### TO DO
When a line in the material contains the word "Folkstone", copy it.

### RECORD SET
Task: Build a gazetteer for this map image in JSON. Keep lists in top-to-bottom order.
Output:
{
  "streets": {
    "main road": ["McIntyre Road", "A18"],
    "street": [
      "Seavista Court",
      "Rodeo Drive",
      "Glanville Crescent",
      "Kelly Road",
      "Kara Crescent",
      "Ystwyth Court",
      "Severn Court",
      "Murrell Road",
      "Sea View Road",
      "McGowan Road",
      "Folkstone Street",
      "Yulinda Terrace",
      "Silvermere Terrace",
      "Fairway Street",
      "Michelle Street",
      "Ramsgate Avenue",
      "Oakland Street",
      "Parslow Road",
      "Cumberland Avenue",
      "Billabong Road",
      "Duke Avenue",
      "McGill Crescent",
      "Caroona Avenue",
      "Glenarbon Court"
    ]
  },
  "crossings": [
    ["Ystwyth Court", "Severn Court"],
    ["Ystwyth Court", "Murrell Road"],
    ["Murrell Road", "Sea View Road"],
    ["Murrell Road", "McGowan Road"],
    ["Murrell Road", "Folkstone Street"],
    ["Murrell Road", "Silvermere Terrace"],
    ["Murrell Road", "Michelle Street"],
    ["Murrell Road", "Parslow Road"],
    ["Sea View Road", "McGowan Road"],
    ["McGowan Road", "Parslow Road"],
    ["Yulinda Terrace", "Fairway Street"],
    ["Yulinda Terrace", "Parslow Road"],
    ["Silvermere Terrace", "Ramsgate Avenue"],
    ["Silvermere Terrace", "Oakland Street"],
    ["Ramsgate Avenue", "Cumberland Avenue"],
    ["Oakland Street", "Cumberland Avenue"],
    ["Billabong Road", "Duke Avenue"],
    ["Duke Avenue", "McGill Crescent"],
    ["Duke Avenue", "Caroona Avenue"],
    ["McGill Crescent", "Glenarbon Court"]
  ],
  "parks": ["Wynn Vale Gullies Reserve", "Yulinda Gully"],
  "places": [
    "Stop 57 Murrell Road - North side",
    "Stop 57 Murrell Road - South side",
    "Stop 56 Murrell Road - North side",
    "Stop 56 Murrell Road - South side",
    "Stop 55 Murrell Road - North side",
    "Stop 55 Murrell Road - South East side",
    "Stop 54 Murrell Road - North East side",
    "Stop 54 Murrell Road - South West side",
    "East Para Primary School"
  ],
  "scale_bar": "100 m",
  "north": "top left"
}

### SOLUTION
      "Folkstone Street",
    ["Murrell Road", "Folkstone Street"],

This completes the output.